Tag Archives: IMF

Ripped from the heads.

This is just another survey of current issues in the news – don’t mind me. Tired, can’t focus.

Best friend
Some best friend you got there, doggy.

The Koreas. Yes, there are two of them. And yes, there was a war. But that’s about all Americans know about the Korean peninsula except that “North Korea started the war!” and “Kim Jong Sombody is crazy!” Meanwhile, we are flying stealth bombers and stealth fighters and nuclear armed B52s over South Korea in ostentatious demonstrations of force, using some of the very same aircraft that once turned the North into an apocalyptic hellscape. Earth to Obama: There is no military solution to this problem. You’ve got a State Department full of diplomats – send a few over to fashion a treaty with the North, and this will stop being a problem.
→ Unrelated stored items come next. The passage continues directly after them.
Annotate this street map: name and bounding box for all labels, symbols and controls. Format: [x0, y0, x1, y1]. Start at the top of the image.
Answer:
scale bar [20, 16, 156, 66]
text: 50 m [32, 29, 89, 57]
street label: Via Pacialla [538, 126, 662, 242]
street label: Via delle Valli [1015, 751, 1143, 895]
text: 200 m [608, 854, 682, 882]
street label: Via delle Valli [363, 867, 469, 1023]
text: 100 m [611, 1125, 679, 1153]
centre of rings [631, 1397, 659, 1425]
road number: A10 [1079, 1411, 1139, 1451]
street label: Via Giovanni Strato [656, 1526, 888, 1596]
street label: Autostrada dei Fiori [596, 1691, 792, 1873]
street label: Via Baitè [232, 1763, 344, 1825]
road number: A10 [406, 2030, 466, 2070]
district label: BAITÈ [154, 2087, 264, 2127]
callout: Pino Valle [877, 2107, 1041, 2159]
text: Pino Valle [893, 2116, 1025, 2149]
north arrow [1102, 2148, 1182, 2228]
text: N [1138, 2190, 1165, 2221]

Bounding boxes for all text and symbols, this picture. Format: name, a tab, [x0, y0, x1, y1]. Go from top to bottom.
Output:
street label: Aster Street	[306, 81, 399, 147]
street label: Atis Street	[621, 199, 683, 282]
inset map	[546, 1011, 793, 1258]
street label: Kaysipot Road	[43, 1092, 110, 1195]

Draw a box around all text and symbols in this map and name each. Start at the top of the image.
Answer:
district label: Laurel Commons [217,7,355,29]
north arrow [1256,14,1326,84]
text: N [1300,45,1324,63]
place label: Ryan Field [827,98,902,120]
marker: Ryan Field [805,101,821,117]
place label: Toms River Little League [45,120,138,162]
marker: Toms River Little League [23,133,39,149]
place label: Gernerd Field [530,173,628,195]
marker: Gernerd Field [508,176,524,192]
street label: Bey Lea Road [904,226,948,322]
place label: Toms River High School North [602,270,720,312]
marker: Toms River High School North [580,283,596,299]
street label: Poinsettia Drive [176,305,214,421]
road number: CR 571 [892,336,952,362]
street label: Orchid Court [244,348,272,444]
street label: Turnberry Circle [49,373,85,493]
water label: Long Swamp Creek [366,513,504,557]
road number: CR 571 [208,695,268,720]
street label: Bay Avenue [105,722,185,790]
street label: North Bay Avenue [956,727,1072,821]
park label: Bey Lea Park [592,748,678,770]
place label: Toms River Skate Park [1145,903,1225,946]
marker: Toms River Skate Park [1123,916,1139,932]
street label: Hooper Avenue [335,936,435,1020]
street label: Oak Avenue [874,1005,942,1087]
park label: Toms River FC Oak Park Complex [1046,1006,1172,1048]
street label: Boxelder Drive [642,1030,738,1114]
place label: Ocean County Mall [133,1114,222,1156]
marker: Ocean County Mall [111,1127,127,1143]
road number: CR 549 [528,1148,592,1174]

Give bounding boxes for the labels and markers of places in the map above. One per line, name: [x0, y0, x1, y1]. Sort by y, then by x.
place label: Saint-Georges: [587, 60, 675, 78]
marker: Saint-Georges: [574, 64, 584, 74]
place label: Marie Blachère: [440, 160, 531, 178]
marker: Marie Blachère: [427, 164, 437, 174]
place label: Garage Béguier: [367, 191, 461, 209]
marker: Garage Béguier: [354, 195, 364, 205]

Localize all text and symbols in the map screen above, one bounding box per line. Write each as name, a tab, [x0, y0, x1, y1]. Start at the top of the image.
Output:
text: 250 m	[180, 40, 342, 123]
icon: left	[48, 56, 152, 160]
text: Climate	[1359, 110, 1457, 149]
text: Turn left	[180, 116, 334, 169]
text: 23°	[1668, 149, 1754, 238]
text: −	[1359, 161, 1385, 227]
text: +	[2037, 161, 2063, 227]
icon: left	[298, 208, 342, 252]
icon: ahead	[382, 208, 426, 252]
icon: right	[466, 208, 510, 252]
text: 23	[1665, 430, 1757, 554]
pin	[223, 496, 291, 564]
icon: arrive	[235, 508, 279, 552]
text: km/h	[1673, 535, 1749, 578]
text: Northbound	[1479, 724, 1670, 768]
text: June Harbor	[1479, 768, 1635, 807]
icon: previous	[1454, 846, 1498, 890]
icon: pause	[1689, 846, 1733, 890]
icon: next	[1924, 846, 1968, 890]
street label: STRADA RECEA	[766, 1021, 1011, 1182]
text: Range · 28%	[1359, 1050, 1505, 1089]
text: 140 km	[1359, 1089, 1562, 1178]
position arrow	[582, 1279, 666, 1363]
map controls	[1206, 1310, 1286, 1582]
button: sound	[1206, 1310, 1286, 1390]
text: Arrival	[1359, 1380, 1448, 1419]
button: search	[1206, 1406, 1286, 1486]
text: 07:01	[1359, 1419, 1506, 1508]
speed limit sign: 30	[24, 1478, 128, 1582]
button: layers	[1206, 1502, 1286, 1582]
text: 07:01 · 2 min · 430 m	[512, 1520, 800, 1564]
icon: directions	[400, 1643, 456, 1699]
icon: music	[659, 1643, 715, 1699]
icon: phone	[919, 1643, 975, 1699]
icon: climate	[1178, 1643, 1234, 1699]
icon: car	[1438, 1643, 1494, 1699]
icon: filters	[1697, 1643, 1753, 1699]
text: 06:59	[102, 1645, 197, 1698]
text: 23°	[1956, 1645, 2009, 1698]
K-9 abuse. A few weeks ago, when the latest gun nut incident took place in nearby Herkimer, the State Police used a dog to sniff out the suspect in an abandoned building. The dog was shot dead, as you may have heard. Since then there have been several news stories about K-9 patrols, how the police care about them, etc. Bullshit. These animals should never, ever be put in harm’s way in this manner. There was no reason to sacrifice that dog for the sake of capturing this suicidal dead-ender who had nowhere to go but jail or the grave. I think the police lose sight of the fact that, for all their utility, working dogs are dependent upon humans for their welfare. They are, in essence, like toddlers in that they are trusting, inquisitive, and unable to make their own decisions. They rely on us to keep them from needlessly sacrificing themselves.

Rule of thumb: If you wouldn’t allow a young child to do something, don’t ask a dog to do it either.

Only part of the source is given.